- **Source records**
* * *
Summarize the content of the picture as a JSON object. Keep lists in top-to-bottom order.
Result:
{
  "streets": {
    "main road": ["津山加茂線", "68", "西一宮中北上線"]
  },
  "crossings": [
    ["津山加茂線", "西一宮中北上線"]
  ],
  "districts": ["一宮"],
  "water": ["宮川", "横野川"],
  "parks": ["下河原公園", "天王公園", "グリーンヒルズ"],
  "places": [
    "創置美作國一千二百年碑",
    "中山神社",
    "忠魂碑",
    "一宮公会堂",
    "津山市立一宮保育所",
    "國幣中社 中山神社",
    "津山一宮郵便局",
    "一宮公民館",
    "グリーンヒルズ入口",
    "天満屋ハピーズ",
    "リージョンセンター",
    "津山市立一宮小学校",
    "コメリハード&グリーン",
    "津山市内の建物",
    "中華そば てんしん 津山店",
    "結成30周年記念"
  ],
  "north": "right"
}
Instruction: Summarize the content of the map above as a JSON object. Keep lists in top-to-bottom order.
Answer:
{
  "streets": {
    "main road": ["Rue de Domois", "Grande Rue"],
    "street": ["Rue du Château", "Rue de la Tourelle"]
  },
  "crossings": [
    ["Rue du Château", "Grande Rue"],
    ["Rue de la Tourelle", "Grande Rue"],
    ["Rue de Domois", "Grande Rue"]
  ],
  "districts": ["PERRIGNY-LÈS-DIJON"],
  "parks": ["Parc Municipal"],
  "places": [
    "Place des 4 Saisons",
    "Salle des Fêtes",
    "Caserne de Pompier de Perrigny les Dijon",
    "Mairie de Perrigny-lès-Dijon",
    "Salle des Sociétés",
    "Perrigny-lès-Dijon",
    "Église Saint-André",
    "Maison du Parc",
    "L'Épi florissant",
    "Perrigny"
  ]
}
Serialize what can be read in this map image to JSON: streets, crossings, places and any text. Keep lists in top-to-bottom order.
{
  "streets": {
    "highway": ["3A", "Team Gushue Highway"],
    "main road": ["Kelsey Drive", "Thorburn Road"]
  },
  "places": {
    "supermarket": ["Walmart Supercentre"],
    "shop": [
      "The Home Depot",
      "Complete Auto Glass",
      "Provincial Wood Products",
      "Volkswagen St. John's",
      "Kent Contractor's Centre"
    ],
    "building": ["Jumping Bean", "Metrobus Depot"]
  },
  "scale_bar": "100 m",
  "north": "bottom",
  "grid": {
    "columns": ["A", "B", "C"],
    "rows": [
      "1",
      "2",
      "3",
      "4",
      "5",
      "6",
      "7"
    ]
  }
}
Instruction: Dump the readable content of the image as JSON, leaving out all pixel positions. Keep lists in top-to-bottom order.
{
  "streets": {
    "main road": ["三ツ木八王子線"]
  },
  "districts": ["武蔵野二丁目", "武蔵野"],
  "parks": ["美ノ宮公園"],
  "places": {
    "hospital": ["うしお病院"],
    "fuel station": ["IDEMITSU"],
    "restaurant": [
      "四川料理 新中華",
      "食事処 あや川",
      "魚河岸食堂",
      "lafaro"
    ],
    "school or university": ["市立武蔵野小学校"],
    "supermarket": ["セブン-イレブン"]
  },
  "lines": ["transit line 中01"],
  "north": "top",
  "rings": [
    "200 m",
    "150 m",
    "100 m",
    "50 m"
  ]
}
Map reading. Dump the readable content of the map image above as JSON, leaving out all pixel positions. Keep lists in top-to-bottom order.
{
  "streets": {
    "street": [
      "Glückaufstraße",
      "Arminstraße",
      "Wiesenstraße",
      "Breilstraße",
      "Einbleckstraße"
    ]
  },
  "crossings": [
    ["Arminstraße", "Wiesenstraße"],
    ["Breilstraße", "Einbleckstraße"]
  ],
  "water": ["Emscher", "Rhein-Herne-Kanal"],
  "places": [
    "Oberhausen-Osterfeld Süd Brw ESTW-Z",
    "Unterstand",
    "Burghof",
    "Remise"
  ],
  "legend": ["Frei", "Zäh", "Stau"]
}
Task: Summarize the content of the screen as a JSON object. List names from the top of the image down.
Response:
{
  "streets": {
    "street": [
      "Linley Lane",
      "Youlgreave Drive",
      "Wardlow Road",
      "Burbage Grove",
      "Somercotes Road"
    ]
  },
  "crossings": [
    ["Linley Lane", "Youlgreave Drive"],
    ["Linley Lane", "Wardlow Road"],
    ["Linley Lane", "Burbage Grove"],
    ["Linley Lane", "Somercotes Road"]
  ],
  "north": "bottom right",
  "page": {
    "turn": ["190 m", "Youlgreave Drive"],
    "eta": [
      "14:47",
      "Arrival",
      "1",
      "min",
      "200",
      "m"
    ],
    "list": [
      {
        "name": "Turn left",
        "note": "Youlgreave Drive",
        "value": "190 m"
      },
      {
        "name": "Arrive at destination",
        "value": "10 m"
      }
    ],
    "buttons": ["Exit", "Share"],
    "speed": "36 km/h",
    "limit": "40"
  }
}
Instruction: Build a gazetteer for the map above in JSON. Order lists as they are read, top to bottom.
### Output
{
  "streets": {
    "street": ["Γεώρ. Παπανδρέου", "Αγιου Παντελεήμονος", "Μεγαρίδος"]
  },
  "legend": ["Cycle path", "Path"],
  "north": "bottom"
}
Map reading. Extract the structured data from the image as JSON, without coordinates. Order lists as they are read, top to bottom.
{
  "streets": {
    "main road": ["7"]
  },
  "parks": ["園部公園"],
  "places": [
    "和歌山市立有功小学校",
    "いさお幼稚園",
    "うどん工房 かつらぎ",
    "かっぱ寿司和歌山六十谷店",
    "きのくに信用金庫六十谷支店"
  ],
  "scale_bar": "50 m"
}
* * *
- **What to do**
Without changing a word, print all of the entries above.

- **Reply**
Summarize the content of the picture as a JSON object. Keep lists in top-to-bottom order.
Result:
{
  "streets": {
    "main road": ["津山加茂線", "68", "西一宮中北上線"]
  },
  "crossings": [
    ["津山加茂線", "西一宮中北上線"]
  ],
  "districts": ["一宮"],
  "water": ["宮川", "横野川"],
  "parks": ["下河原公園", "天王公園", "グリーンヒルズ"],
  "places": [
    "創置美作國一千二百年碑",
    "中山神社",
    "忠魂碑",
    "一宮公会堂",
    "津山市立一宮保育所",
    "國幣中社 中山神社",
    "津山一宮郵便局",
    "一宮公民館",
    "グリーンヒルズ入口",
    "天満屋ハピーズ",
    "リージョンセンター",
    "津山市立一宮小学校",
    "コメリハード&グリーン",
    "津山市内の建物",
    "中華そば てんしん 津山店",
    "結成30周年記念"
  ],
  "north": "right"
}
Instruction: Summarize the content of the map above as a JSON object. Keep lists in top-to-bottom order.
Answer:
{
  "streets": {
    "main road": ["Rue de Domois", "Grande Rue"],
    "street": ["Rue du Château", "Rue de la Tourelle"]
  },
  "crossings": [
    ["Rue du Château", "Grande Rue"],
    ["Rue de la Tourelle", "Grande Rue"],
    ["Rue de Domois", "Grande Rue"]
  ],
  "districts": ["PERRIGNY-LÈS-DIJON"],
  "parks": ["Parc Municipal"],
  "places": [
    "Place des 4 Saisons",
    "Salle des Fêtes",
    "Caserne de Pompier de Perrigny les Dijon",
    "Mairie de Perrigny-lès-Dijon",
    "Salle des Sociétés",
    "Perrigny-lès-Dijon",
    "Église Saint-André",
    "Maison du Parc",
    "L'Épi florissant",
    "Perrigny"
  ]
}
Serialize what can be read in this map image to JSON: streets, crossings, places and any text. Keep lists in top-to-bottom order.
{
  "streets": {
    "highway": ["3A", "Team Gushue Highway"],
    "main road": ["Kelsey Drive", "Thorburn Road"]
  },
  "places": {
    "supermarket": ["Walmart Supercentre"],
    "shop": [
      "The Home Depot",
      "Complete Auto Glass",
      "Provincial Wood Products",
      "Volkswagen St. John's",
      "Kent Contractor's Centre"
    ],
    "building": ["Jumping Bean", "Metrobus Depot"]
  },
  "scale_bar": "100 m",
  "north": "bottom",
  "grid": {
    "columns": ["A", "B", "C"],
    "rows": [
      "1",
      "2",
      "3",
      "4",
      "5",
      "6",
      "7"
    ]
  }
}
Instruction: Dump the readable content of the image as JSON, leaving out all pixel positions. Keep lists in top-to-bottom order.
{
  "streets": {
    "main road": ["三ツ木八王子線"]
  },
  "districts": ["武蔵野二丁目", "武蔵野"],
  "parks": ["美ノ宮公園"],
  "places": {
    "hospital": ["うしお病院"],
    "fuel station": ["IDEMITSU"],
    "restaurant": [
      "四川料理 新中華",
      "食事処 あや川",
      "魚河岸食堂",
      "lafaro"
    ],
    "school or university": ["市立武蔵野小学校"],
    "supermarket": ["セブン-イレブン"]
  },
  "lines": ["transit line 中01"],
  "north": "top",
  "rings": [
    "200 m",
    "150 m",
    "100 m",
    "50 m"
  ]
}
Map reading. Dump the readable content of the map image above as JSON, leaving out all pixel positions. Keep lists in top-to-bottom order.
{
  "streets": {
    "street": [
      "Glückaufstraße",
      "Arminstraße",
      "Wiesenstraße",
      "Breilstraße",
      "Einbleckstraße"
    ]
  },
  "crossings": [
    ["Arminstraße", "Wiesenstraße"],
    ["Breilstraße", "Einbleckstraße"]
  ],
  "water": ["Emscher", "Rhein-Herne-Kanal"],
  "places": [
    "Oberhausen-Osterfeld Süd Brw ESTW-Z",
    "Unterstand",
    "Burghof",
    "Remise"
  ],
  "legend": ["Frei", "Zäh", "Stau"]
}
Task: Summarize the content of the screen as a JSON object. List names from the top of the image down.
Response:
{
  "streets": {
    "street": [
      "Linley Lane",
      "Youlgreave Drive",
      "Wardlow Road",
      "Burbage Grove",
      "Somercotes Road"
    ]
  },
  "crossings": [
    ["Linley Lane", "Youlgreave Drive"],
    ["Linley Lane", "Wardlow Road"],
    ["Linley Lane", "Burbage Grove"],
    ["Linley Lane", "Somercotes Road"]
  ],
  "north": "bottom right",
  "page": {
    "turn": ["190 m", "Youlgreave Drive"],
    "eta": [
      "14:47",
      "Arrival",
      "1",
      "min",
      "200",
      "m"
    ],
    "list": [
      {
        "name": "Turn left",
        "note": "Youlgreave Drive",
        "value": "190 m"
      },
      {
        "name": "Arrive at destination",
        "value": "10 m"
      }
    ],
    "buttons": ["Exit", "Share"],
    "speed": "36 km/h",
    "limit": "40"
  }
}
Instruction: Build a gazetteer for the map above in JSON. Order lists as they are read, top to bottom.
### Output
{
  "streets": {
    "street": ["Γεώρ. Παπανδρέου", "Αγιου Παντελεήμονος", "Μεγαρίδος"]
  },
  "legend": ["Cycle path", "Path"],
  "north": "bottom"
}
Map reading. Extract the structured data from the image as JSON, without coordinates. Order lists as they are read, top to bottom.
{
  "streets": {
    "main road": ["7"]
  },
  "parks": ["園部公園"],
  "places": [
    "和歌山市立有功小学校",
    "いさお幼稚園",
    "うどん工房 かつらぎ",
    "かっぱ寿司和歌山六十谷店",
    "きのくに信用金庫六十谷支店"
  ],
  "scale_bar": "50 m"
}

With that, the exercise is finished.